'The Walking Dead's' Third Series to Reveal Safer Corners of the Zombie Apocalypse

At Comic-Con, chief content officer Scott M. Gimple offered up brand-new details about the planned series, set for a 2020 debut.
Jackson Lee Davis/AMC
'The Walking Dead'

What lies beyond Rick Grimes (Andrew Lincoln), Morgan Jones (Lennie James) and the other men and women known to the Walking Dead and Fear the Walking Dead audience? The answer is set to be revealed in a third, as-yet-untitled series — and now, some new details about those answers have arrived, thanks to Scott M. Gimple.

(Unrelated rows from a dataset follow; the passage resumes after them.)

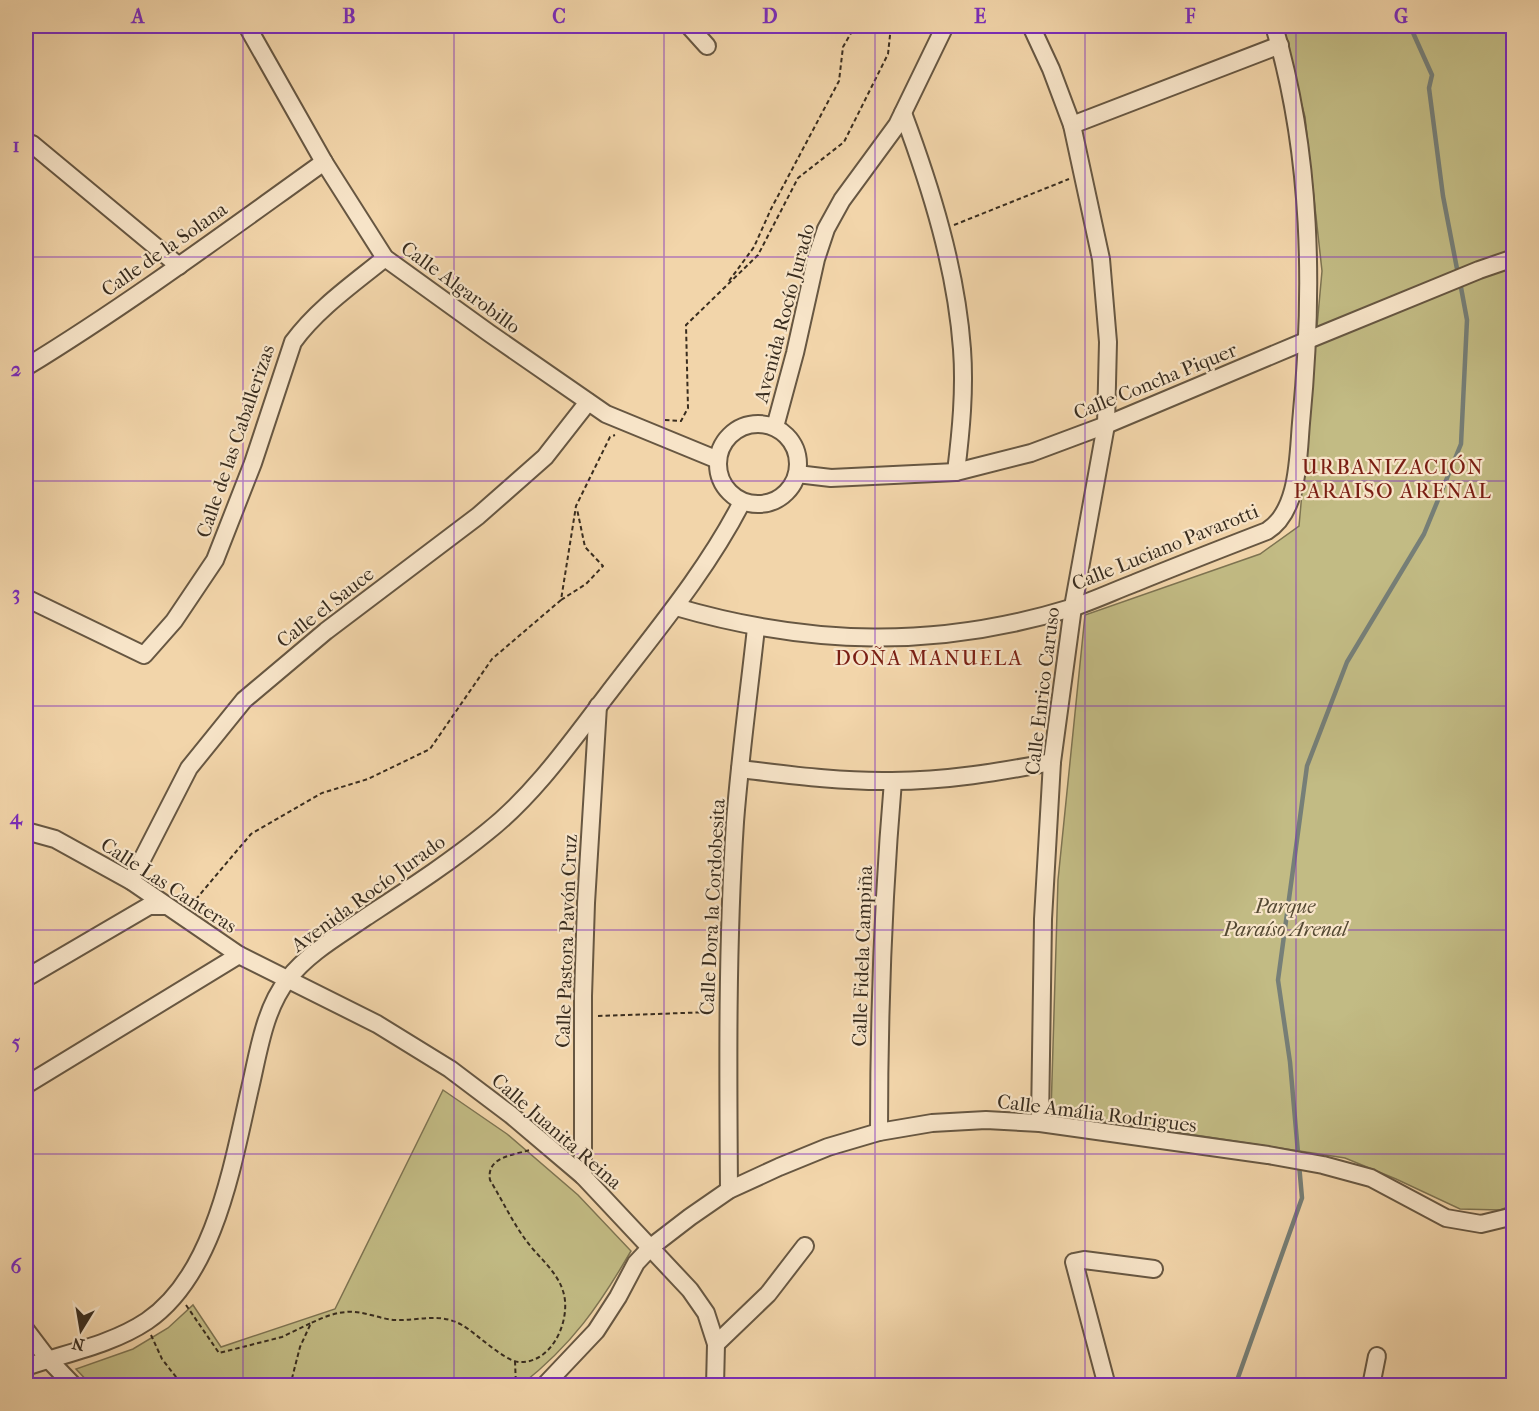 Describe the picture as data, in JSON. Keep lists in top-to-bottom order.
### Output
{
  "streets": {
    "street": [
      "Calle de la Solana",
      "Calle Algarobillo",
      "Avenida Rocío Jurado",
      "Calle Concha Piquer",
      "Calle de las Caballerizas",
      "Calle Luciano Pavarotti",
      "Calle el Sauce",
      "Calle Enrico Caruso",
      "Calle Las Canteras",
      "Calle Dora la Cordobesita",
      "Calle Pastora Pavón Cruz",
      "Calle Fidela Campiña",
      "Calle Amália Rodrigues",
      "Calle Juanita Reina"
    ]
  },
  "crossings": [
    ["Calle de la Solana", "Calle Algarobillo"],
    ["Calle Algarobillo", "Avenida Rocío Jurado"],
    ["Calle Algarobillo", "Calle Concha Piquer"],
    ["Calle Algarobillo", "Calle de las Caballerizas"],
    ["Calle Algarobillo", "Calle el Sauce"],
    ["Avenida Rocío Jurado", "Calle Concha Piquer"],
    ["Avenida Rocío Jurado", "Calle Luciano Pavarotti"],
    ["Avenida Rocío Jurado", "Calle Las Canteras"],
    ["Avenida Rocío Jurado", "Calle Pastora Pavón Cruz"],
    ["Avenida Rocío Jurado", "Calle Juanita Reina"],
    ["Calle Concha Piquer", "Calle Luciano Pavarotti"],
    ["Calle Concha Piquer", "Calle Enrico Caruso"],
    ["Calle Luciano Pavarotti", "Calle Enrico Caruso"],
    ["Calle Luciano Pavarotti", "Calle Dora la Cordobesita"],
    ["Calle el Sauce", "Calle Las Canteras"],
    ["Calle Enrico Caruso", "Calle Amália Rodrigues"],
    ["Calle Las Canteras", "Calle Juanita Reina"],
    ["Calle Dora la Cordobesita", "Calle Amália Rodrigues"],
    ["Calle Pastora Pavón Cruz", "Calle Juanita Reina"],
    ["Calle Fidela Campiña", "Calle Amália Rodrigues"],
    ["Calle Amália Rodrigues", "Calle Juanita Reina"]
  ],
  "districts": ["URBANIZACIÓN PARAISO ARENAL", "DOÑA MANUELA"],
  "parks": ["Parque Paraíso Arenal"],
  "north": "bottom",
  "grid": {
    "columns": [
      "A",
      "B",
      "C",
      "D",
      "E",
      "F",
      "G"
    ],
    "rows": [
      "1",
      "2",
      "3",
      "4",
      "5",
      "6"
    ]
  }
}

Gimple, the longtime Walking Dead showrunner turned chief content officer of the greater franchise for AMC, used the Fear the Walking Dead panel at Comic-Con to open up about what lies ahead in the new series, co-created by Gimple and longtime flagship writer Matt Negrete. Negrete will serve as showrunner on the series, currently in production in Virginia for a 2020 premiere on AMC.

Previously it was revealed that the series would feature two young female protagonists and focus on the first generation to come of age in the apocalypse as viewers know it. Given the premise, many expected the series would center on children who are hardened survivors of the apocalypse, not unlike the group of children at the heart of the current Fear the Walking Dead season. As it turns out, that might not be the case after all.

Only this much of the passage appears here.